Exercise material:

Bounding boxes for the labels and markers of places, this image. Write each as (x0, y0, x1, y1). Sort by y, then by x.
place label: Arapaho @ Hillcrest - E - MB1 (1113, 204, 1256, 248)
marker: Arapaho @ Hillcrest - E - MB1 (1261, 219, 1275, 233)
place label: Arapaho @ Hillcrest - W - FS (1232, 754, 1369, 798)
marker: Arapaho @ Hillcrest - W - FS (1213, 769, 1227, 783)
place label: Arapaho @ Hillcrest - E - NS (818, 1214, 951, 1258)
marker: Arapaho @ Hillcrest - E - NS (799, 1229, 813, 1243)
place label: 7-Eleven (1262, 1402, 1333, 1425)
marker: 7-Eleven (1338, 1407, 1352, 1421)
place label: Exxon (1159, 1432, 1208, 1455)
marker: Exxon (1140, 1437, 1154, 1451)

Directions: Every entry is to be restated exactly, with no line dropped.

Response to the exercise:
Bounding boxes for the labels and markers of places, this image. Write each as (x0, y0, x1, y1). Sort by y, then by x.
place label: Arapaho @ Hillcrest - E - MB1 (1113, 204, 1256, 248)
marker: Arapaho @ Hillcrest - E - MB1 (1261, 219, 1275, 233)
place label: Arapaho @ Hillcrest - W - FS (1232, 754, 1369, 798)
marker: Arapaho @ Hillcrest - W - FS (1213, 769, 1227, 783)
place label: Arapaho @ Hillcrest - E - NS (818, 1214, 951, 1258)
marker: Arapaho @ Hillcrest - E - NS (799, 1229, 813, 1243)
place label: 7-Eleven (1262, 1402, 1333, 1425)
marker: 7-Eleven (1338, 1407, 1352, 1421)
place label: Exxon (1159, 1432, 1208, 1455)
marker: Exxon (1140, 1437, 1154, 1451)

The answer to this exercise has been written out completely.